-- INPUT RECORDS follows --

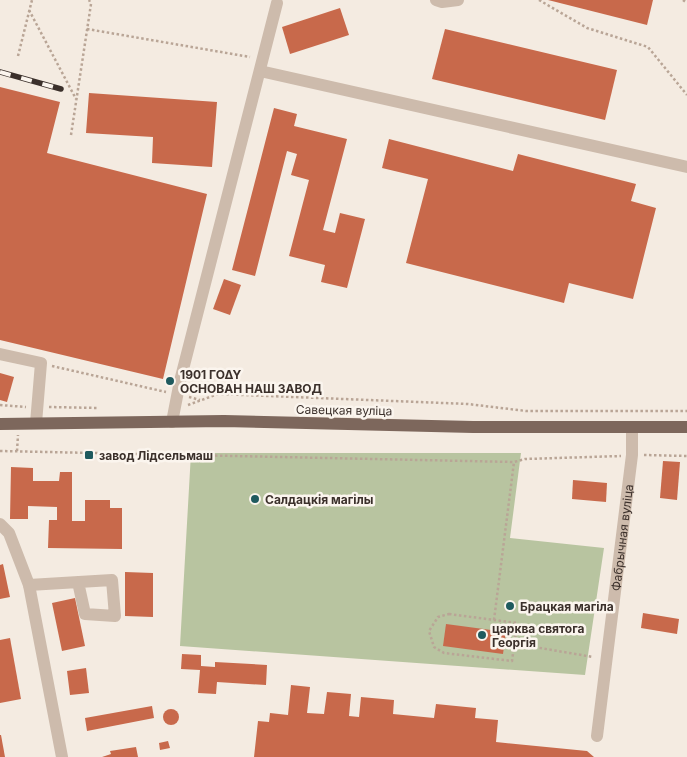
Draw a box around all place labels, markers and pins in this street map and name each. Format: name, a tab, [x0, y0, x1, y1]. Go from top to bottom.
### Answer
place label: 1901 ΓΟΔΥ ОСНОВАН НАШ ЗАВОД	[180, 367, 322, 396]
marker: 1901 ΓΟΔΥ ОСНОВАН НАШ ЗАВОД	[164, 375, 176, 387]
place label: завод Лідсельмаш	[99, 448, 213, 463]
marker: завод Лідсельмаш	[83, 449, 95, 461]
place label: Салдацкія магілы	[265, 492, 373, 507]
marker: Салдацкія магілы	[249, 493, 261, 505]
place label: Брацкая магіла	[520, 599, 614, 614]
marker: Брацкая магіла	[504, 600, 516, 612]
place label: царква святога Георгія	[492, 621, 584, 650]
marker: царква святога Георгія	[476, 629, 488, 641]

-- INPUT RECORDS concluded --

▶ [TASK DESCRIPTION] Apart from the pictures, every line above must be printed exactly.

▶ [WRITTEN ANSWER]
Draw a box around all place labels, markers and pins in this street map and name each. Format: name, a tab, [x0, y0, x1, y1]. Go from top to bottom.
### Answer
place label: 1901 ΓΟΔΥ ОСНОВАН НАШ ЗАВОД	[180, 367, 322, 396]
marker: 1901 ΓΟΔΥ ОСНОВАН НАШ ЗАВОД	[164, 375, 176, 387]
place label: завод Лідсельмаш	[99, 448, 213, 463]
marker: завод Лідсельмаш	[83, 449, 95, 461]
place label: Салдацкія магілы	[265, 492, 373, 507]
marker: Салдацкія магілы	[249, 493, 261, 505]
place label: Брацкая магіла	[520, 599, 614, 614]
marker: Брацкая магіла	[504, 600, 516, 612]
place label: царква святога Георгія	[492, 621, 584, 650]
marker: царква святога Георгія	[476, 629, 488, 641]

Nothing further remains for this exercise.